Feels more like America

It feels more like America when our willful, crude, chaotic President Trump loses control of the national conversation.

There’s a beautiful episode several years before the Communist government began to crumble in Czechoslovakia, when Vaclav Havel strategized about no longer reacting to the actions of the tyrannical government but making the government react to him and to his brother and sister dissidents. (Though he didn’t care for the name dissident.) He wanted his voice, anyone’s voice, to have a chance to matter in the public sphere.

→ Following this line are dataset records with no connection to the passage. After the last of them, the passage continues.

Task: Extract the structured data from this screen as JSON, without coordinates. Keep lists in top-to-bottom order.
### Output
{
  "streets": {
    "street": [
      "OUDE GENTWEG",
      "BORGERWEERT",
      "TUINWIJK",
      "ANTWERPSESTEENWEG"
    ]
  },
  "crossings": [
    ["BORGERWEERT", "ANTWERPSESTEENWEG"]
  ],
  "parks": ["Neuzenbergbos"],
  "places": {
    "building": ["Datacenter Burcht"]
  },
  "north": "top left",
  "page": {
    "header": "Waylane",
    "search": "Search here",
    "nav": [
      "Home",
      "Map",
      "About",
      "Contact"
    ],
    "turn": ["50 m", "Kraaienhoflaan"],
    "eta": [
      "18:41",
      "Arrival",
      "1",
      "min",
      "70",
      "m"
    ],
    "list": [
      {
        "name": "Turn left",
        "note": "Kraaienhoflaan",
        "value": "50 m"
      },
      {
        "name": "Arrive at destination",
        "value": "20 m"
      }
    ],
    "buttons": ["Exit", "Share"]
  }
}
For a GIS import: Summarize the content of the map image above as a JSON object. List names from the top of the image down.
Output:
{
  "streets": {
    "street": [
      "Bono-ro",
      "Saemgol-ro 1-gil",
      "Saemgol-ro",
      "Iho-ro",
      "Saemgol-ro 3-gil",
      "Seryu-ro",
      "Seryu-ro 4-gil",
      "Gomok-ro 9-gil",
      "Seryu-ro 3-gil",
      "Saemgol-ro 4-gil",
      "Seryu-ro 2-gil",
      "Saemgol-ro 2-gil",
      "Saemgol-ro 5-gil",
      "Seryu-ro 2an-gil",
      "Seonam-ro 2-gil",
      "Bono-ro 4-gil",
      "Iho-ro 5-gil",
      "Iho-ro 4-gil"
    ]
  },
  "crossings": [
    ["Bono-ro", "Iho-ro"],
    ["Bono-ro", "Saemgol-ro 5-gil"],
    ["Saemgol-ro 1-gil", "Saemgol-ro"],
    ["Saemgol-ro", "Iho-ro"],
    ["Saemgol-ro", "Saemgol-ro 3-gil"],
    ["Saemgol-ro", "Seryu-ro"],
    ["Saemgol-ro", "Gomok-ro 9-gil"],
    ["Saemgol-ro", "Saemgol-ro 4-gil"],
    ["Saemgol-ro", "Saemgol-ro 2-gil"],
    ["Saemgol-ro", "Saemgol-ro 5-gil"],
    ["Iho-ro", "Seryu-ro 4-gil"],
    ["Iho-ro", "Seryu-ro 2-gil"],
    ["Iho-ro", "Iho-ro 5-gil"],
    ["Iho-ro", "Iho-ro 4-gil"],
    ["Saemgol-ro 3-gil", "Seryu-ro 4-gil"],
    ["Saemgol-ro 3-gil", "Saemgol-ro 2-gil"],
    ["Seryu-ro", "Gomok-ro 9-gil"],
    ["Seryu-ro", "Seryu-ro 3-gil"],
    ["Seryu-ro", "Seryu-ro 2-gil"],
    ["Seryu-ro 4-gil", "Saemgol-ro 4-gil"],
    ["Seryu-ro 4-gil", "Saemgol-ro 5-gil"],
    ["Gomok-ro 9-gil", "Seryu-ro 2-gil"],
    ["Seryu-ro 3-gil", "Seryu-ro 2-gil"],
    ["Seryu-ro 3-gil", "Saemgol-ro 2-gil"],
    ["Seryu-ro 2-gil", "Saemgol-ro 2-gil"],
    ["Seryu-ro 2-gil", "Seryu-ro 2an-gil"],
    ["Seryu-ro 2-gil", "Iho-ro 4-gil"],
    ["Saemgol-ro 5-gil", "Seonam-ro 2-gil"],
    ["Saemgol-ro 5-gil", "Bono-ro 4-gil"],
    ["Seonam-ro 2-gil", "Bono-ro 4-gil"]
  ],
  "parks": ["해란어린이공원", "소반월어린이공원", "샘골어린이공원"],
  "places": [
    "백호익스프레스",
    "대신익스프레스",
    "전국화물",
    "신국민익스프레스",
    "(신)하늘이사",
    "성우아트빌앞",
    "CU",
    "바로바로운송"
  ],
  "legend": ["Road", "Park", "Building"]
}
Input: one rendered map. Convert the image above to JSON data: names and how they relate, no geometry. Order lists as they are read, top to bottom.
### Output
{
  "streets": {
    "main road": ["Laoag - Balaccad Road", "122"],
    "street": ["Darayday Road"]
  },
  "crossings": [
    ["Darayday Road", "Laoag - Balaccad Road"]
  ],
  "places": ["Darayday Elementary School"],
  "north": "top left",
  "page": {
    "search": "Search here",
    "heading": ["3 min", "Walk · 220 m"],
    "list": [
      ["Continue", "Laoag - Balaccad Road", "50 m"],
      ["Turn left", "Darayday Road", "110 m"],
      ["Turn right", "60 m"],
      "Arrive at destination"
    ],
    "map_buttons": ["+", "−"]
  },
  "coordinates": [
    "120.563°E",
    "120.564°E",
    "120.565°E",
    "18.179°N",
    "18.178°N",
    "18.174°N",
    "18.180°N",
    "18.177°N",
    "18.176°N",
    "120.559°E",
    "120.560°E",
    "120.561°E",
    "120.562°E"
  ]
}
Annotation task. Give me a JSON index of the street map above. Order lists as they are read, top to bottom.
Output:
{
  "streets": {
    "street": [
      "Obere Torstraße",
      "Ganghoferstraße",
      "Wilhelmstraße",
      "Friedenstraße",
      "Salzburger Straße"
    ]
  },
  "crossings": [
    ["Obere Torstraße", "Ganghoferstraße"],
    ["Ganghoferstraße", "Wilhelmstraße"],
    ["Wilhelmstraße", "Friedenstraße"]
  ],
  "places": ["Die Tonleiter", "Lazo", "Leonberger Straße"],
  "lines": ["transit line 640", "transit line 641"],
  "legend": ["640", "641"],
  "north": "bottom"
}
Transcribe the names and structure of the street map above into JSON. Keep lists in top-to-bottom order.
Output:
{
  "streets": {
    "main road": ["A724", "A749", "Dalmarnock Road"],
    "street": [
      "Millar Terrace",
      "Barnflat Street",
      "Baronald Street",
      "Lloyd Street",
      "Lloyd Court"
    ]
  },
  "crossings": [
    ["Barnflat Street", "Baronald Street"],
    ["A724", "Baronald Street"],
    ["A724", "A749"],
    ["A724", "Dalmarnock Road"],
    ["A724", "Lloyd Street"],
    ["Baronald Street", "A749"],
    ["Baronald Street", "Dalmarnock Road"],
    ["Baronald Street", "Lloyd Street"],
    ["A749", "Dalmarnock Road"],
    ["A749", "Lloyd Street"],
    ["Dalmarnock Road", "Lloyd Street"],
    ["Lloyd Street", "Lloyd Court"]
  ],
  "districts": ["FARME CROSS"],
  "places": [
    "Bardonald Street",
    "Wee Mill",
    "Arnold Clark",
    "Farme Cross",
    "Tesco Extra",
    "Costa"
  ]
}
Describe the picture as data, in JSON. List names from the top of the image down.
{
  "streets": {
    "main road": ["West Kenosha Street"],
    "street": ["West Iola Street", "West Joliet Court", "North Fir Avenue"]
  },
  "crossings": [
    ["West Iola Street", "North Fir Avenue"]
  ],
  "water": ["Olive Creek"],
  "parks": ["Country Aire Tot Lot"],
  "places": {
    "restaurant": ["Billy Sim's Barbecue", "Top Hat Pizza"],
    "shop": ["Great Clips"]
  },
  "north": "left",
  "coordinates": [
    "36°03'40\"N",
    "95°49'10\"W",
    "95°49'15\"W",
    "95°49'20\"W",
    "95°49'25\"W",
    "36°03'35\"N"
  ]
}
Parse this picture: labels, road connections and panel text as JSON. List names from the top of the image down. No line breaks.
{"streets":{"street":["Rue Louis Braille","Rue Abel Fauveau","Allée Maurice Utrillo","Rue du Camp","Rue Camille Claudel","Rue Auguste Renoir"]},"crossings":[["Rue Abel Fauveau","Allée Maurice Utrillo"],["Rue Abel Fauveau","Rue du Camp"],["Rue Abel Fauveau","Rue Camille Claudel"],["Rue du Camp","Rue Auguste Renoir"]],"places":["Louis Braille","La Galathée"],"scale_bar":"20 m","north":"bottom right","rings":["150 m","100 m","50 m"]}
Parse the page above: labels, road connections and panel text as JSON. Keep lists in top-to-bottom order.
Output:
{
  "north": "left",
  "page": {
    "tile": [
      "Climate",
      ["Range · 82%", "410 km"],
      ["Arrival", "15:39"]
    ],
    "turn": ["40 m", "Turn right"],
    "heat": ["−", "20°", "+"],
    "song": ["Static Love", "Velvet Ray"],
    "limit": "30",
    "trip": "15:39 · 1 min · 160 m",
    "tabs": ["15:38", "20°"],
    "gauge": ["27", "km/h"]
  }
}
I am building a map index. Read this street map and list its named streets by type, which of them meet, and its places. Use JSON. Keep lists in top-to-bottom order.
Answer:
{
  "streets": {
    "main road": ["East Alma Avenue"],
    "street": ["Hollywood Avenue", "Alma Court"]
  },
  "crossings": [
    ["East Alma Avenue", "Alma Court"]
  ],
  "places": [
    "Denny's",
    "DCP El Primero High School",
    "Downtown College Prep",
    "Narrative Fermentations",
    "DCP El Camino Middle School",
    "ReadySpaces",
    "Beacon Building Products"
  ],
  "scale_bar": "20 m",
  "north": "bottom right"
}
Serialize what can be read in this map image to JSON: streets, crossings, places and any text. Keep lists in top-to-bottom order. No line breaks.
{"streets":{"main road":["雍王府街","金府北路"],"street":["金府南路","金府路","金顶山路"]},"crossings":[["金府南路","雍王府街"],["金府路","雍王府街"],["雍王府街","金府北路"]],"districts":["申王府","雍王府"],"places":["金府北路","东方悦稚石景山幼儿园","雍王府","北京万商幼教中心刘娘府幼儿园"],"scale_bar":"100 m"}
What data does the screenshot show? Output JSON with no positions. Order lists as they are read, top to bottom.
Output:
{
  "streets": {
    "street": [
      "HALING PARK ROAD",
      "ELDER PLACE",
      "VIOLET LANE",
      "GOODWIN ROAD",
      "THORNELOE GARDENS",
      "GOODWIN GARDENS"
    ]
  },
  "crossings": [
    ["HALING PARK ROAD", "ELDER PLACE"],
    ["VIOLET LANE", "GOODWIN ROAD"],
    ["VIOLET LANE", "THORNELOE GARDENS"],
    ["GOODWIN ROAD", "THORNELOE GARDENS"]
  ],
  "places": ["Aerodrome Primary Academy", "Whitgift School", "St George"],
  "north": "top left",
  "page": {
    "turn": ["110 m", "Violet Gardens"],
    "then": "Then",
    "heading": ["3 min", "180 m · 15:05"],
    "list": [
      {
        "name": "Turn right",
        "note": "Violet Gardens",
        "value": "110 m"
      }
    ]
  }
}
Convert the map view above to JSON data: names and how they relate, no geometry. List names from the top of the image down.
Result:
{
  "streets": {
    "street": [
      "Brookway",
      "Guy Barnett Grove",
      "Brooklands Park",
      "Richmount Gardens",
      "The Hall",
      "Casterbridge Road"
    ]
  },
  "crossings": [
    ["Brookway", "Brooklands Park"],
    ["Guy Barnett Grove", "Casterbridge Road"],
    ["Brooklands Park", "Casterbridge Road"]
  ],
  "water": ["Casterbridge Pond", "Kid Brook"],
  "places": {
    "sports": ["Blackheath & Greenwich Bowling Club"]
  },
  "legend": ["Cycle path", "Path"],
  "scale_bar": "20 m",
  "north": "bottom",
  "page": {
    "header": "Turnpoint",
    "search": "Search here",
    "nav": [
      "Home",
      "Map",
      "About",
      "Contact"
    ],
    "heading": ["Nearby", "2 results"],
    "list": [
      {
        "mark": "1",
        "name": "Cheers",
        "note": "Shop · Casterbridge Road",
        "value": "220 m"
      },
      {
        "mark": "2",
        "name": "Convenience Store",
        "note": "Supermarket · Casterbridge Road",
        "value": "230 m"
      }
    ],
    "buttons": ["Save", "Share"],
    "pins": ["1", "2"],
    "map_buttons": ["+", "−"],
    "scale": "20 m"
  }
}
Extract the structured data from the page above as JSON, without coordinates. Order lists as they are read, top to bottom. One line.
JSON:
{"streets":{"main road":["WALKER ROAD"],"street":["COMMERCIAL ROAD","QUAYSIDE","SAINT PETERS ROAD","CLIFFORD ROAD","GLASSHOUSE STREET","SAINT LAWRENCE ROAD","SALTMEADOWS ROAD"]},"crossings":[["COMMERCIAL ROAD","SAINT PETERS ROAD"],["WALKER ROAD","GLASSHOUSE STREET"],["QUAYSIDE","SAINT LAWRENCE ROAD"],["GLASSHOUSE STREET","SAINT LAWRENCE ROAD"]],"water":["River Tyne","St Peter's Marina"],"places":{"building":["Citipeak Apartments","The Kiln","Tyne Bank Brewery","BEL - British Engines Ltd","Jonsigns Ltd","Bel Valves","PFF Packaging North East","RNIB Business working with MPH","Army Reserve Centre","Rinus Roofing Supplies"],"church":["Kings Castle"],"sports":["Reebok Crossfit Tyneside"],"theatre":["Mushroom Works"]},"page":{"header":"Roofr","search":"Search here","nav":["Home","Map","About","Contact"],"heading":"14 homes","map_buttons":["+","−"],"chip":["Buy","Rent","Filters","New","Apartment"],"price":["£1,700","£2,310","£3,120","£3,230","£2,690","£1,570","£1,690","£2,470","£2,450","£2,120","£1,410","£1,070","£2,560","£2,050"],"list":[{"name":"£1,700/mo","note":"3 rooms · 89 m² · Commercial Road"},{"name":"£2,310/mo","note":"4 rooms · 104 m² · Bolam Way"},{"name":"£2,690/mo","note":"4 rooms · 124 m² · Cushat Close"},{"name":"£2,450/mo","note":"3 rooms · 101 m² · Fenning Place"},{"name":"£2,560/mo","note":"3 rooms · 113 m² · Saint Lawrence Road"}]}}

Havel wrote directly to Dr. Husak, the head of the Communist government, explaining the ways Husak and his people were ruining the country’s best traditions and values. Havel made sure friendly newspapers across the free world had a copy. Then he waited to be arrested and interrogated. And he was. But he was released, in part because there was enough publicity about Havel and the Letter that could serve as a form of pressure and defense. For a time, the government lost its monopoly on the national and international conversation about Czechoslovakia.

Havel’s essay is called the Letter to Dr. Husak. It’s not terribly long. Some of the most moving parts are about the recovery of a people’s dignity. Inside the country, the Letter could only be distributed secretly via samizdat–typed carbon copies! People who were brave enough could tune into Radio Free Europe and hear it being spoken of there.

There were fewer, clearer channels of communication available then. It’s not so easy to see how to make a similar move today. But let’s keep thinking about the general principle and how it might be practiced.